▸ Task details
What are the lines, word for word, from the line with "I am building" up to and including the line with "Map reading. What" in the records below? Omit the pictures.

▸ Record excerpts
---+---

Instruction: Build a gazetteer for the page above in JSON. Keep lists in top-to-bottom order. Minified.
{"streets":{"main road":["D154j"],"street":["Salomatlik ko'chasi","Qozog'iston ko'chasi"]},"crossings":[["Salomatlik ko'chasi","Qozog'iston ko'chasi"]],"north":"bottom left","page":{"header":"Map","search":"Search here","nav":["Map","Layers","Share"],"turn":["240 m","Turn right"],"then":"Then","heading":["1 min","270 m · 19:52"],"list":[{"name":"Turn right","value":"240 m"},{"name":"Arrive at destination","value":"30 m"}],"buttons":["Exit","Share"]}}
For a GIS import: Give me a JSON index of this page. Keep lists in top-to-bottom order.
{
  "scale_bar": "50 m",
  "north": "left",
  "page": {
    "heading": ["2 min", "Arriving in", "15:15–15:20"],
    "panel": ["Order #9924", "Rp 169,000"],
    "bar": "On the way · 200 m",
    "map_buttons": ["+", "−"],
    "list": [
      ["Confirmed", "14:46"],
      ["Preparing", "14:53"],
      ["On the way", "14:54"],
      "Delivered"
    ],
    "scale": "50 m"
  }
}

---+---

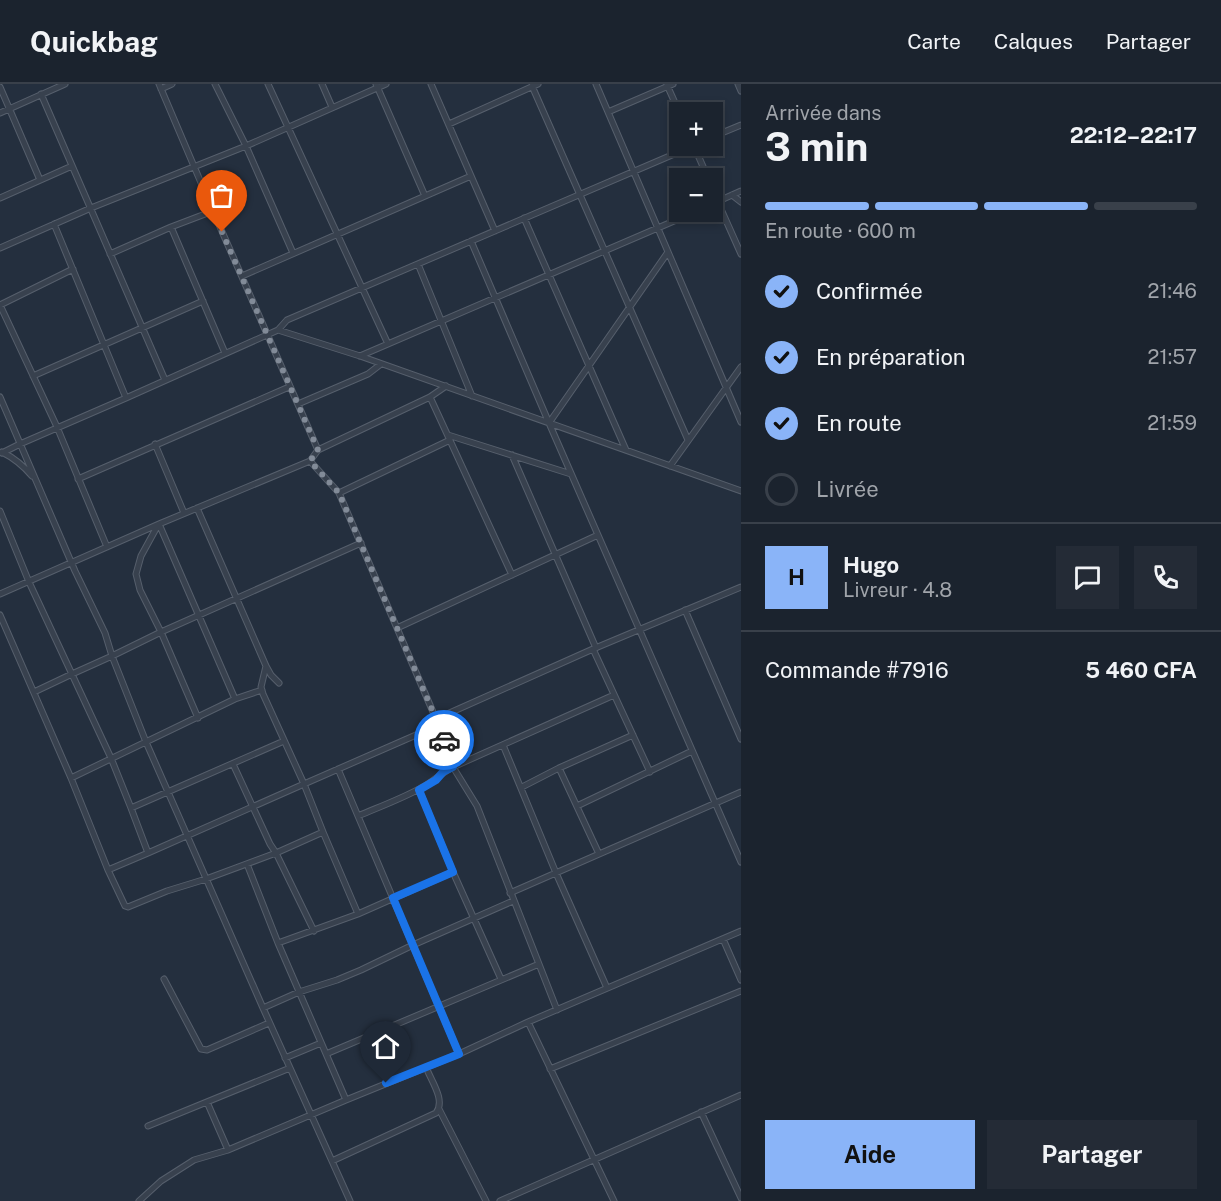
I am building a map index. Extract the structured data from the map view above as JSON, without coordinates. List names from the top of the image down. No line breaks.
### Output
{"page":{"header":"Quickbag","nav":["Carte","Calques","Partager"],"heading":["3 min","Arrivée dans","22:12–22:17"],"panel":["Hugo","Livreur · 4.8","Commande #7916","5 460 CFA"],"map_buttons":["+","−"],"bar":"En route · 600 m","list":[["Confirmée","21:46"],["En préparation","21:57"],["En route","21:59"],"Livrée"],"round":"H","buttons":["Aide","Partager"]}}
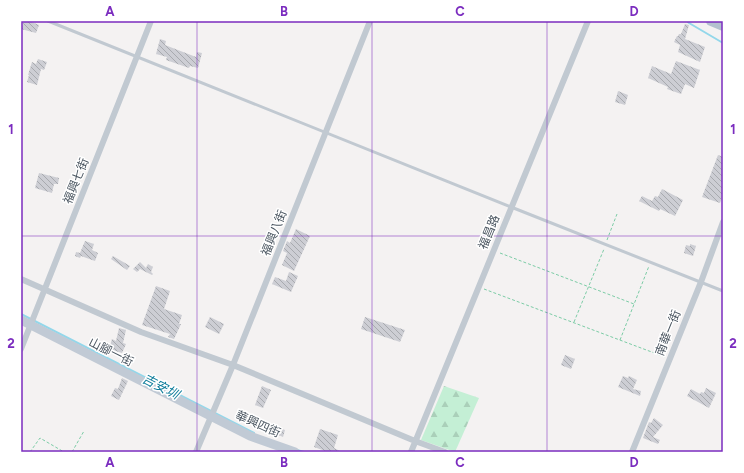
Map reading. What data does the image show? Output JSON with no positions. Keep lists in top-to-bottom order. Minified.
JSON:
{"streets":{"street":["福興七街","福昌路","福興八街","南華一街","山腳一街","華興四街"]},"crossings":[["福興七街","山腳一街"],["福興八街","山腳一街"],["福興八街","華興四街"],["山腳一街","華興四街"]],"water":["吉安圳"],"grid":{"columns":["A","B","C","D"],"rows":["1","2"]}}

---+---

▸ Finished task
I am building a map index. Extract the structured data from the map view above as JSON, without coordinates. List names from the top of the image down. No line breaks.
### Output
{"page":{"header":"Quickbag","nav":["Carte","Calques","Partager"],"heading":["3 min","Arrivée dans","22:12–22:17"],"panel":["Hugo","Livreur · 4.8","Commande #7916","5 460 CFA"],"map_buttons":["+","−"],"bar":"En route · 600 m","list":[["Confirmée","21:46"],["En préparation","21:57"],["En route","21:59"],"Livrée"],"round":"H","buttons":["Aide","Partager"]}}
Map reading. What data does the image show? Output JSON with no positions. Keep lists in top-to-bottom order. Minified.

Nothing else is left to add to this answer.